In an earlier article focused on the film Killer Clans, I spoke a bit about director Chor Yuen and his penchant for throwing his audience under the bus in the first act. At times, this can be a cumbersome endeavor, Heaven Sword and Dragon Sabre comes to mind where the information and exposition of the opening can be enough to completely throw its audience out of the film, but at other times it comes off as particularly effective for the tone and approach. The Magic Blade is one of those times. Within the first 15 minutes or so, this film absolutely sprints in its pacing and set up for the rest the journey that the audience is about to go on. Our two heroes Fu and Yan, mortal enemies as it is stated in the first few minutes of the film and played with the usual intense charisma that Ti Lung and Lo Lieh can muster, are essentially thrown into a massive conspiracy by mysterious evil mastermind and his five minions to get their hands on a fabled weapon called The Peacock Dart. The audience, like our heroes, is left to sprint from sequence to sequence, battling against formidable and gimmicky villains, and trying to unravel the mysterious motives to get them entrapped in such a scenario. It’s not until the second act that the film decidedly takes a breather and more cohesive narrative to let the audience catch up without throwing in new plot progressions, twists, and characters. Even then, this film is greased lightning from beginning to finish and as it slows down towards its finale it never truly hits the breaks, but lifts up on the gas a bit instead.

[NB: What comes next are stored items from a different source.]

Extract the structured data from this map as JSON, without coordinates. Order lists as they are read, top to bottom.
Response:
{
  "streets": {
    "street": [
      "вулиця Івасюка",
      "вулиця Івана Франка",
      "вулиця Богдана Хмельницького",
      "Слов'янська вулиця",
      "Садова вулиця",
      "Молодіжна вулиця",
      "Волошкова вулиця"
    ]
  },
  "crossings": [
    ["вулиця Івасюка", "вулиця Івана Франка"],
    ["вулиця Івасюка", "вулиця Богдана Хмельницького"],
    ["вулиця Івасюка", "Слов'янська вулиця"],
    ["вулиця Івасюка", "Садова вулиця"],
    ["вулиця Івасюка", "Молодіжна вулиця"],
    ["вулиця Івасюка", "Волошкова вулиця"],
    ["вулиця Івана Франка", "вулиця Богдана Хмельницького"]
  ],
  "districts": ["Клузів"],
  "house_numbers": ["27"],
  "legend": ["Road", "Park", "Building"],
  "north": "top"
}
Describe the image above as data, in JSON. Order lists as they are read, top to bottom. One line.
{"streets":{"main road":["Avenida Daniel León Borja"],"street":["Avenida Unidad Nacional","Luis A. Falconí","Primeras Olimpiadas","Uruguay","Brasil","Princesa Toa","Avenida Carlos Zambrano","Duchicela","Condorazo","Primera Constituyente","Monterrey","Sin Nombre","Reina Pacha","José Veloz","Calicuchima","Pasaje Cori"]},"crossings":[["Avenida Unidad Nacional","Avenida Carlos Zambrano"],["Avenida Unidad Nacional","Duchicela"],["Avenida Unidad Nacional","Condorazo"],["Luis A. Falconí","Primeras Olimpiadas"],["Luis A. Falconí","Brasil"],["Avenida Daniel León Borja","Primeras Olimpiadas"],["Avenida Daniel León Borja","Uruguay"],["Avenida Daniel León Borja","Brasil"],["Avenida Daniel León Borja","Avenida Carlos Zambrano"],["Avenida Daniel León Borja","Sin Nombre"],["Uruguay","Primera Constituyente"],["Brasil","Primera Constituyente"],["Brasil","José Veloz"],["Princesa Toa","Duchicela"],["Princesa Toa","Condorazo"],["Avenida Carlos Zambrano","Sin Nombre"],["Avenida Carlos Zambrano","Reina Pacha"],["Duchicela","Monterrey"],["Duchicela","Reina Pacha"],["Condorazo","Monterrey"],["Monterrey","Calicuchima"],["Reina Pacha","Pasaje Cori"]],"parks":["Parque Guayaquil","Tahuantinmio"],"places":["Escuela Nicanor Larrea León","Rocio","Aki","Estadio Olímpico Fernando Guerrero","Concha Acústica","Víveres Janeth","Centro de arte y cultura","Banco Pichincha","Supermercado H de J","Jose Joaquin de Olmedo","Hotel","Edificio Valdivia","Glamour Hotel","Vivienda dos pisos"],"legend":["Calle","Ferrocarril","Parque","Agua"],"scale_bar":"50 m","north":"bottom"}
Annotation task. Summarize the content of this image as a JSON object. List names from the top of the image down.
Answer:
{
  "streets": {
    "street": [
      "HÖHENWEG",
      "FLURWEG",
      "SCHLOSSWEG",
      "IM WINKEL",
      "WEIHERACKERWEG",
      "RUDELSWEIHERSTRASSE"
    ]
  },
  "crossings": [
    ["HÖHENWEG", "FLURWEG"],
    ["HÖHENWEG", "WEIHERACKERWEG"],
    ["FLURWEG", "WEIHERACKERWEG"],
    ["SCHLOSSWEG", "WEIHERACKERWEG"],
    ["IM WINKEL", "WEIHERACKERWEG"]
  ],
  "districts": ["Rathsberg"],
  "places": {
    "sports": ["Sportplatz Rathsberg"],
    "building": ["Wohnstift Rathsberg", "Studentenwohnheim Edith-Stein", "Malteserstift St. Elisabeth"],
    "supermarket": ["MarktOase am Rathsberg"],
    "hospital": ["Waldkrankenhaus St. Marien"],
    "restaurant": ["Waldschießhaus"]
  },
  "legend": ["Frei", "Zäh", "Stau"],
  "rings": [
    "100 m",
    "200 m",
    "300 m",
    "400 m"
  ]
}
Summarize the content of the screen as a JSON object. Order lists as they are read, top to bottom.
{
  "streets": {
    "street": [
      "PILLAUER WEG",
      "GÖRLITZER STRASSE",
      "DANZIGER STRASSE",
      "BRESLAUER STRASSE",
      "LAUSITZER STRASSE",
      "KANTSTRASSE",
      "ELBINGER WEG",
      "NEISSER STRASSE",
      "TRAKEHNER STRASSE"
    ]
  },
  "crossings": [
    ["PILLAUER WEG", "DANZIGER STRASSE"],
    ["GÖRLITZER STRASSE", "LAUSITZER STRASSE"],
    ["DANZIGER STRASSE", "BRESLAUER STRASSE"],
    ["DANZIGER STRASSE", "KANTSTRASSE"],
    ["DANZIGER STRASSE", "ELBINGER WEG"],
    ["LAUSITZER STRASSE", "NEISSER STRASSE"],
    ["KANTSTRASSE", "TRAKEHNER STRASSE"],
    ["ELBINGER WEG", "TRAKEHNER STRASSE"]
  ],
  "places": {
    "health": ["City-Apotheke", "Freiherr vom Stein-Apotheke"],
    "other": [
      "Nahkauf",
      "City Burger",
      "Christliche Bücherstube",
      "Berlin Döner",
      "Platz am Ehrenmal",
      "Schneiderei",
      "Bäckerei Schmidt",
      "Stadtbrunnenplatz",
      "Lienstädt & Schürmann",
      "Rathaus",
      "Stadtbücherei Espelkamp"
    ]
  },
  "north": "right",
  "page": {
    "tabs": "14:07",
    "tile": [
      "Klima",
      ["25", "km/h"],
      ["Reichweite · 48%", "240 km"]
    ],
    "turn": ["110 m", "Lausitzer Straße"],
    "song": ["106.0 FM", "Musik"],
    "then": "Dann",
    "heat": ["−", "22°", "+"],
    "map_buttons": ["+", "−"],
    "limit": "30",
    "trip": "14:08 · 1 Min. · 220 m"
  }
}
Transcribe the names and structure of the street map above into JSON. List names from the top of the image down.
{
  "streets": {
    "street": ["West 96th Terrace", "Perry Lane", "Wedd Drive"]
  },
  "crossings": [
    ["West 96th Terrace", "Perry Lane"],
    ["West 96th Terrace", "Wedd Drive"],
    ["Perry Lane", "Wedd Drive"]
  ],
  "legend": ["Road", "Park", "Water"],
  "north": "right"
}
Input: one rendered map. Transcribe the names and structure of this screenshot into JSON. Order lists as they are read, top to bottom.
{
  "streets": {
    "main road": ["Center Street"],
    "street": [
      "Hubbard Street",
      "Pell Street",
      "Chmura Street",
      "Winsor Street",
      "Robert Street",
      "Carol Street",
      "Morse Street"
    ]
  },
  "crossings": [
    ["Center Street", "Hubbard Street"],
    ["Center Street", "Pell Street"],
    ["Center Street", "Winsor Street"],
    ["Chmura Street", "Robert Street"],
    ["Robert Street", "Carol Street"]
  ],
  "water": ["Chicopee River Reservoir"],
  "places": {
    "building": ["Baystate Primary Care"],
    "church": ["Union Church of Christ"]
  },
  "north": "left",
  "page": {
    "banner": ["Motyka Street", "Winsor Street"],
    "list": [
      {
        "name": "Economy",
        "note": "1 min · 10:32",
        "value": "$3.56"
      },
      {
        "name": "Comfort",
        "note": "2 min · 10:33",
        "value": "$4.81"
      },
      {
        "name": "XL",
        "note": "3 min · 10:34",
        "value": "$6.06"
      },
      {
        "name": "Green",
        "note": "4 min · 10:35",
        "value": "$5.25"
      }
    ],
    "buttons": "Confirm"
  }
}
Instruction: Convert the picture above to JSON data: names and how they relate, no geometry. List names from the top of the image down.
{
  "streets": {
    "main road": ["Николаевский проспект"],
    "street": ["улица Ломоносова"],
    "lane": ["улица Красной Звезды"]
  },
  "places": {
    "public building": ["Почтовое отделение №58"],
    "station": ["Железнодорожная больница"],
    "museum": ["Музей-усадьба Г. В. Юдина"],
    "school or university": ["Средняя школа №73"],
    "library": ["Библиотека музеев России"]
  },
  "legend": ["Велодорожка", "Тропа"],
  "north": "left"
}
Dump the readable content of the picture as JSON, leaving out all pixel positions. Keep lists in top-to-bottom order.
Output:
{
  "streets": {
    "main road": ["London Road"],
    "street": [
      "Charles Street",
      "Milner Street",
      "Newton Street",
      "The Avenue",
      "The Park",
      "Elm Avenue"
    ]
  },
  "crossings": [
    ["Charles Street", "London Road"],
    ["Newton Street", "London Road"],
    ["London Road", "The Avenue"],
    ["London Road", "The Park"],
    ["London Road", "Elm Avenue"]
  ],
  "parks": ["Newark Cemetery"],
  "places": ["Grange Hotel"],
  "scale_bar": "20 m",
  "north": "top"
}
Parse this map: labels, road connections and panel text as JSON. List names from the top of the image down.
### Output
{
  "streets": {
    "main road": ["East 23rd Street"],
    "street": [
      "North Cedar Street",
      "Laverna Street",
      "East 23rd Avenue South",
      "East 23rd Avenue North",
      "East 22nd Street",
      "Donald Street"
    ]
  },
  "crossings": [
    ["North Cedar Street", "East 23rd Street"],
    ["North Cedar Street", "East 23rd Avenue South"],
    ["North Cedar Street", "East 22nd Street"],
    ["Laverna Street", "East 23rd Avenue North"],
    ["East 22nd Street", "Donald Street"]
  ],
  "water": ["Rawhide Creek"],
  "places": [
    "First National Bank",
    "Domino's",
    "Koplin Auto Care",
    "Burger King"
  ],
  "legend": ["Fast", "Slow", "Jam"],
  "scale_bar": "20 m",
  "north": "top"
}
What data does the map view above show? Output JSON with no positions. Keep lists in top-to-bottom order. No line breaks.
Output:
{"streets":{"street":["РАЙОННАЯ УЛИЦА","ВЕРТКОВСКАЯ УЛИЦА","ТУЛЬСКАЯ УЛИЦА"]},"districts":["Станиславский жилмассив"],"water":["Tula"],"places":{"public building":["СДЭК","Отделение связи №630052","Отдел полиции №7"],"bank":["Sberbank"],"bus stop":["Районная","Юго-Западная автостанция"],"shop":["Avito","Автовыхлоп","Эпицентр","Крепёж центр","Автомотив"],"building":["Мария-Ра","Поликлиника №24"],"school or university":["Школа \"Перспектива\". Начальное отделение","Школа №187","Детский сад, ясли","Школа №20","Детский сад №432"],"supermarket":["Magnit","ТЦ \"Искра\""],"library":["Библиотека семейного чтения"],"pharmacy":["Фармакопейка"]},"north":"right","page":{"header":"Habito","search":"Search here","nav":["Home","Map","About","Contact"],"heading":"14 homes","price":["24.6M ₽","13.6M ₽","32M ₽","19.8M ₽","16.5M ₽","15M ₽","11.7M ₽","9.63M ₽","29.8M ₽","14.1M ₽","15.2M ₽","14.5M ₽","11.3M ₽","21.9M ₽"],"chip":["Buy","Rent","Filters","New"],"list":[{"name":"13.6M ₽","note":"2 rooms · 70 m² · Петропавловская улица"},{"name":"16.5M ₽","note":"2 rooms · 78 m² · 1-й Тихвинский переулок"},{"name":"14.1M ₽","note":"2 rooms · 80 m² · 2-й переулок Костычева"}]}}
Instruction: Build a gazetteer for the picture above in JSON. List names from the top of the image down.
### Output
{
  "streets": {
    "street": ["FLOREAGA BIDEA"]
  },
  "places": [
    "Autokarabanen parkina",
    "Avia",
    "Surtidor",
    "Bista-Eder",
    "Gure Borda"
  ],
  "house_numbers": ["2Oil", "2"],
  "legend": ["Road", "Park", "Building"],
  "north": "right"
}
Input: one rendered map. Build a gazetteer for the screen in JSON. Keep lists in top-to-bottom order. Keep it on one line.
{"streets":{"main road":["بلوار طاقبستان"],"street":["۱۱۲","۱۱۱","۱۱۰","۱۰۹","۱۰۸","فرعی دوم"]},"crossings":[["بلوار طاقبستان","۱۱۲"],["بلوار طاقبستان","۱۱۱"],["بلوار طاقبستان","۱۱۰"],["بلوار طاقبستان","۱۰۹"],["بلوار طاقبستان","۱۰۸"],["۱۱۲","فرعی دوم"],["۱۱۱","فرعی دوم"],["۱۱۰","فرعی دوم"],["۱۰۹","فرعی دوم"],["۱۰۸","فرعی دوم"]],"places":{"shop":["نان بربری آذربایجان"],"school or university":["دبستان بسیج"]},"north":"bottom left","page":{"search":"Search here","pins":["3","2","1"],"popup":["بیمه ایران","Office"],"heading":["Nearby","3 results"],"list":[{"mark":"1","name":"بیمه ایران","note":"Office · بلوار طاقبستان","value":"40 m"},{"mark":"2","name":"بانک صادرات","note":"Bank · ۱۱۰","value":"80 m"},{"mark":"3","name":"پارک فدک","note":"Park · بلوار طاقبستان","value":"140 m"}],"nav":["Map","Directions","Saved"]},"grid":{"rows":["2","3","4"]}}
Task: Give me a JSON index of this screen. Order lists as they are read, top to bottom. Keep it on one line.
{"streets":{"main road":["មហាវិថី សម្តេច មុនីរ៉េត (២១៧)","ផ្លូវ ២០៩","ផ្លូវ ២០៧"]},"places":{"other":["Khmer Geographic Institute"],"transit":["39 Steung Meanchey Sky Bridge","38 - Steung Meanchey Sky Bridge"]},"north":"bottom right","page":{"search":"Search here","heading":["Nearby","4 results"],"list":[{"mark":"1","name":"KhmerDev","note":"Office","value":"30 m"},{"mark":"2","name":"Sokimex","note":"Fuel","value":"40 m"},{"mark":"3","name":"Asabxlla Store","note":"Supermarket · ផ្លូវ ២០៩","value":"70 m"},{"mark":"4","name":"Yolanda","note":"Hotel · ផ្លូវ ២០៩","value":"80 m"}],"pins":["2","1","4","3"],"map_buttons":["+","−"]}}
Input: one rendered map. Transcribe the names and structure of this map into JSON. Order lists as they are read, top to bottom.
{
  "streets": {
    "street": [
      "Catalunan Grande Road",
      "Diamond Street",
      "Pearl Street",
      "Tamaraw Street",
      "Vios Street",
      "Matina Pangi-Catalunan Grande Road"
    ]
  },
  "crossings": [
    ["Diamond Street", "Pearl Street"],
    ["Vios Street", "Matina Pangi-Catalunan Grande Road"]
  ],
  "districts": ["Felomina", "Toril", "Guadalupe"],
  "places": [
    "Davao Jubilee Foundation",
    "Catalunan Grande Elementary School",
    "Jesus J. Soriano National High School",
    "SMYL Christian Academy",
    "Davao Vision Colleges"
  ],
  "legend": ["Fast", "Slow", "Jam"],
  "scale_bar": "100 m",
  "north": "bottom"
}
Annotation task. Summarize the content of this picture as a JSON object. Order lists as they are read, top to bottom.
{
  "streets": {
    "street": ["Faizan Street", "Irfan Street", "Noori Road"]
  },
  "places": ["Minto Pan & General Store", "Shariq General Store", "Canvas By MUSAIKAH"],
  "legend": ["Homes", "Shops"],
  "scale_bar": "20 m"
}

Of course, this is where director Chor Yuen slathers his film in absurd situations, characters, and gimmicks which somehow work in conjunction with its rapid-fire pacing. Only in The Magic Blade is it understandable that a massive parade of ego through the middle of the night in an abandoned town as an opening sequence the one time where it truly makes sense. This is a film where I didn’t question the fact that a ‘magic blade’ is never actually mentioned during the entire run time and didn’t think about it until well after the film finished. Yet, this is inherently the charm of the film. The villains range from classic wuxia baddies, to cannibalistic “Devil Grandma,” to homicidal chess players, and well beyond that. Even our heroic characters are decently gimmicks as Ti Lung’s Fu uses a side handled sword to slaughter those in his way and sports a crisp five o’clock shadow and draped poncho like some kind of Spaghetti western hero in the vein of Clint Eastwood. The film, because of its chaotic tone, tends to benefit from the outrageousness of the situations that the audience is forced to consume. Chor Yuen ably uses lavish sets and creative camera work to visually make the leaping narrative and over-the-top attitude of the characters a cohesive whole, while never applying a kind of wink-wink approach that could have deterred from the stronger emotional and core grounding of its characters or subtle romantic undertones. It can initially be a lot to swallow for those not expecting the jarring scene changes and pacing, but once that expectation is set the film simply runs with it and it makes for one of the most entertaining wuxia films one is apt to experience, particularly from the 70s Shaw catalog.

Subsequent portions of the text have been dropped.